Preheat the oven to 180 degrees or gas mark 4. Grease and line a swiss roll tin with baking paper and dairy free margarine.
Using an electric hand whisk, beat together the eggs and sugar until light and fluffy.
Sift the gluten free self-raising flour, cocoa powder and xanthan gum and carefully fold into the mixture with a large metal spoon.
Pour the mixture into the swiss roll tin. Spread into each corner.
Bake for 10 minutes.
Remove the cake from the oven and turn out (upside down) on a piece of baking paper, peel the original paper off.
Score a line, about 2cm in, on the longest edge of the sponge. Then carefully roll the sponge, with the paper attached, to form the swiss roll. Leave to cool.
Make the icing by mixing together 300g icing sugar and margarine. Once you have the right consistency, add the cocoa powder. This will be used on the inside of the log.
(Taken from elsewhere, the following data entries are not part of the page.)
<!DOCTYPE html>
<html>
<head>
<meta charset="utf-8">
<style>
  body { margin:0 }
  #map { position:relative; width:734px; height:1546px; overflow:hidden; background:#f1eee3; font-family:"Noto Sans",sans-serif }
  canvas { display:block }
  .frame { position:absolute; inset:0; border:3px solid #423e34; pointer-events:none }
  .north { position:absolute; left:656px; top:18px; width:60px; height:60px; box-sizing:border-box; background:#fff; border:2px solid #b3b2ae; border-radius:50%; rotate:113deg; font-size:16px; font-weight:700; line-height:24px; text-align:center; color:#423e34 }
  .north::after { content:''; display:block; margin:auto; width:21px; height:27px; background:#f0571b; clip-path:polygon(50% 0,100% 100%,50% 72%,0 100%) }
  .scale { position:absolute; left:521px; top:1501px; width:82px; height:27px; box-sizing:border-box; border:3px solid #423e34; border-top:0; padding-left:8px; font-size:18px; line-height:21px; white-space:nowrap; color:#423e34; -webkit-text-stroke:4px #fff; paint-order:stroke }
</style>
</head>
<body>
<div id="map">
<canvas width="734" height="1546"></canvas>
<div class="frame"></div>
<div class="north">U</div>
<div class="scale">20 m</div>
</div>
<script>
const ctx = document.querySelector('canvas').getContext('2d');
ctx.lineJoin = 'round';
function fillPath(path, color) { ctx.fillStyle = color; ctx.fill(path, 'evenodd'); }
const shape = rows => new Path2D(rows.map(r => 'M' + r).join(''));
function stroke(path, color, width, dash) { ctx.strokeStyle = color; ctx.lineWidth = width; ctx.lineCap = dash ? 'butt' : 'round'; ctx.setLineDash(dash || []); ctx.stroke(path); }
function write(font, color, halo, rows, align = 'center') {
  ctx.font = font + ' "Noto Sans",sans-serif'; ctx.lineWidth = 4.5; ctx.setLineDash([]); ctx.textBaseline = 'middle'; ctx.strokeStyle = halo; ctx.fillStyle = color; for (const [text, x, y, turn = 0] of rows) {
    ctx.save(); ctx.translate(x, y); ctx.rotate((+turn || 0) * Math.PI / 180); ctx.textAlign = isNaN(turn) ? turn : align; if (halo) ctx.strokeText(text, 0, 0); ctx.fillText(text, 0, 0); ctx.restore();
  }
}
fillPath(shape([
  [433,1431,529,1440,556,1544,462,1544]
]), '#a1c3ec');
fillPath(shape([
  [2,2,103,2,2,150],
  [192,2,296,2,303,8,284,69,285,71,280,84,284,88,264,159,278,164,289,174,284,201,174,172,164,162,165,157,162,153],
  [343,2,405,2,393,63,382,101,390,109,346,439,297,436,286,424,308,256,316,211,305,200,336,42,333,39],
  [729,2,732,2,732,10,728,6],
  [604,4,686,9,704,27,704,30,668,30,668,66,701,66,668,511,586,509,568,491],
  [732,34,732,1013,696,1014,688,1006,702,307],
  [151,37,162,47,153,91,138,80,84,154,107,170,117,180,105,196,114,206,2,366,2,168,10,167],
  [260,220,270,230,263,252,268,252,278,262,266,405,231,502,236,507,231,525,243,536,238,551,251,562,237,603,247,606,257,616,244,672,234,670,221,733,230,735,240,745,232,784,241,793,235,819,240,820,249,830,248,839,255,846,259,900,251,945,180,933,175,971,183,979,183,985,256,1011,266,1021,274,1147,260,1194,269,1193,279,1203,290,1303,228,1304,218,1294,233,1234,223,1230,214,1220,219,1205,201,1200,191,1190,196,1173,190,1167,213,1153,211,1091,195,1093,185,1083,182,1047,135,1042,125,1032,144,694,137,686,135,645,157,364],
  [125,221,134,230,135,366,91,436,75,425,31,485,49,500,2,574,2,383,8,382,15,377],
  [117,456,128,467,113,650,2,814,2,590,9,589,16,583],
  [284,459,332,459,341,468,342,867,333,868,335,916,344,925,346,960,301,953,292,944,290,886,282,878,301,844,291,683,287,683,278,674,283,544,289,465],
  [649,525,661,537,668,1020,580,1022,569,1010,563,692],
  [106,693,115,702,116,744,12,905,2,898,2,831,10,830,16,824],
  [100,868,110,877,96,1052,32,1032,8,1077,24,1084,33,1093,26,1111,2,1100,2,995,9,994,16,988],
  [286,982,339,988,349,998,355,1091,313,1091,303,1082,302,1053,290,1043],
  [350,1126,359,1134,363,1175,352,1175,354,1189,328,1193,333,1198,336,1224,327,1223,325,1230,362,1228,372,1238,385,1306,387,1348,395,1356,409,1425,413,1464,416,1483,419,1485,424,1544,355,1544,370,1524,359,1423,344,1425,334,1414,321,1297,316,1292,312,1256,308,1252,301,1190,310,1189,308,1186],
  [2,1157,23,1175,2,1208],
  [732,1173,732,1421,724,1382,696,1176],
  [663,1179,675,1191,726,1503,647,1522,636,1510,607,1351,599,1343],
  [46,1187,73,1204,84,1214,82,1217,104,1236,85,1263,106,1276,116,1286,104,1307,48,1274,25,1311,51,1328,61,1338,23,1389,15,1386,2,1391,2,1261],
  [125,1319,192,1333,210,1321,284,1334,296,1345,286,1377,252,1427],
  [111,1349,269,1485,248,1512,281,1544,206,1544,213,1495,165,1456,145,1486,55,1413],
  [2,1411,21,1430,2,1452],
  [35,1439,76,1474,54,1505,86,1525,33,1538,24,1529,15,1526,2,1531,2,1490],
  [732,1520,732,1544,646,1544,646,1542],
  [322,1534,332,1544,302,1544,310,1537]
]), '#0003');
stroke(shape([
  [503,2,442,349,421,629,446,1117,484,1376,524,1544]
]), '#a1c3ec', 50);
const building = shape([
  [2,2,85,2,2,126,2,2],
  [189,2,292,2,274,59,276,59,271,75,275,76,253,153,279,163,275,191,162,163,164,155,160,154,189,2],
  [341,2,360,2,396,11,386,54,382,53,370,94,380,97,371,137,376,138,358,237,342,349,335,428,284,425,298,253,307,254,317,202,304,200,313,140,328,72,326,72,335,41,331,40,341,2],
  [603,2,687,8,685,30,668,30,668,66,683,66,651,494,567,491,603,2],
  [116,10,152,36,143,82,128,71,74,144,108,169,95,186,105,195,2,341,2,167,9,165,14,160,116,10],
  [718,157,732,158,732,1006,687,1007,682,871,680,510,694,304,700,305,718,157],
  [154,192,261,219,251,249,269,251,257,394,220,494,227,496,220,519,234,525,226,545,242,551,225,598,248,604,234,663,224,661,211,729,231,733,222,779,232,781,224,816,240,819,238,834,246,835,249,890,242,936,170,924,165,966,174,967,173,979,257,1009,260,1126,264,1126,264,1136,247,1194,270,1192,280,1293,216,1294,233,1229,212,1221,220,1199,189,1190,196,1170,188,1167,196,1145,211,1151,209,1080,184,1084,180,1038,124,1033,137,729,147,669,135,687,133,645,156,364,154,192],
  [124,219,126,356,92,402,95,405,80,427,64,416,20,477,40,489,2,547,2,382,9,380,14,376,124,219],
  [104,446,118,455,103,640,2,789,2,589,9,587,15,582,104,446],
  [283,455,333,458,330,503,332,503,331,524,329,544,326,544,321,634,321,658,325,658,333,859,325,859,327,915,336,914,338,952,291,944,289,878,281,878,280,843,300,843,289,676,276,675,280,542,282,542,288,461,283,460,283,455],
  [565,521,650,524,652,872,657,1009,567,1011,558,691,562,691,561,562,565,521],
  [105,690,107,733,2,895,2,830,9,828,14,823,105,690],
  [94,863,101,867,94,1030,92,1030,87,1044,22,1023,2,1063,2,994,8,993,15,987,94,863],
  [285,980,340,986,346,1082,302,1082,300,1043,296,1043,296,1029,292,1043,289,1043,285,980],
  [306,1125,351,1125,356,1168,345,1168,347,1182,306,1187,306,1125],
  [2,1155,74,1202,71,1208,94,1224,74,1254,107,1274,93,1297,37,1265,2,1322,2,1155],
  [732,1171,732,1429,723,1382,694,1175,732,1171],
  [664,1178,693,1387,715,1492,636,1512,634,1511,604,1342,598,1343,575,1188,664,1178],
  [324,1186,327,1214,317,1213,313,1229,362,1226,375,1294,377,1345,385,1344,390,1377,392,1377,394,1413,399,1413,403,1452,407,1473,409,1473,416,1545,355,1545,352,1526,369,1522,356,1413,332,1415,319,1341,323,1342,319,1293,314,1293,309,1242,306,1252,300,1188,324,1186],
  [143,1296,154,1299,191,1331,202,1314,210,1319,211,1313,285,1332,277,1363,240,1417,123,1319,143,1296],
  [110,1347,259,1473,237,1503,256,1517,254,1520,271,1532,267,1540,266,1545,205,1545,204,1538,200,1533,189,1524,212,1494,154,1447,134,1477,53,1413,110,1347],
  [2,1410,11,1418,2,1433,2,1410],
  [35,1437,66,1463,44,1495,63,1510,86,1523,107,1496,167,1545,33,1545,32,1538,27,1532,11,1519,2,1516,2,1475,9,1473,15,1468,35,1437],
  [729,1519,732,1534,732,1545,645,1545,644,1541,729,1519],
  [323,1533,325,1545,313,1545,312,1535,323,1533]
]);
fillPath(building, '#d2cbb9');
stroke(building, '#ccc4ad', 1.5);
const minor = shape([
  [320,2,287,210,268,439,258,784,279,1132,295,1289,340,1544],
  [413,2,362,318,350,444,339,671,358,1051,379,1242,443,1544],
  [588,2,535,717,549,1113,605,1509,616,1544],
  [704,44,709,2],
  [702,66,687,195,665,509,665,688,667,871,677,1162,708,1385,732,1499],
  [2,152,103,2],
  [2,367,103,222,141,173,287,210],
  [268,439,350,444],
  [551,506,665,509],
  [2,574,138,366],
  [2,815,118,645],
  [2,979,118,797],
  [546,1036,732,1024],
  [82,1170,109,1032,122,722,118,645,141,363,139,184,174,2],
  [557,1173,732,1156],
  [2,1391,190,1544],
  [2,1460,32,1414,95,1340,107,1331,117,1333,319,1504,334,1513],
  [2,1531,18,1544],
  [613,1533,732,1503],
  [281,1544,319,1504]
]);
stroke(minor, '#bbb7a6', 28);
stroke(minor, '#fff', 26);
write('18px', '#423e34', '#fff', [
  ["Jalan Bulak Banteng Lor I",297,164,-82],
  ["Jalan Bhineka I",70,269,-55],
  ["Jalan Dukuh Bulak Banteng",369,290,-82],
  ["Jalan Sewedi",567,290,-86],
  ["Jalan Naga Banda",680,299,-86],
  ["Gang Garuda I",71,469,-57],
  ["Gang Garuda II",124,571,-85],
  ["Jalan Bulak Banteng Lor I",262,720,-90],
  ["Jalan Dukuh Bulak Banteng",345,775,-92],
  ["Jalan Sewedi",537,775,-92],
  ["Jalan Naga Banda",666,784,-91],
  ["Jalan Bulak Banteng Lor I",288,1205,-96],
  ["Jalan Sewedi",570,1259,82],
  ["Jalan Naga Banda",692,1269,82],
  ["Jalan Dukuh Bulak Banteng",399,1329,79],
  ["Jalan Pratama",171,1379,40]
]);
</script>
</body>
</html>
Carefully unroll the sponge, remove the baking paper and spread an even layer of icing.
Roll up the cake and place it on a board to serve. Melt 100g dark chocolate and add this to the icing you've already prepared. Add 100g icing sugar to thicken the icing.
Cut a third of the cake off at an angle, this will form the additional log, and place the angled edge alongside the main log.
Spread icing all over the log until completely covered, then score the bark effect using a skewer or cake tester.
Dust with icing sugar, add a decorative holly made from fondant icing then serve.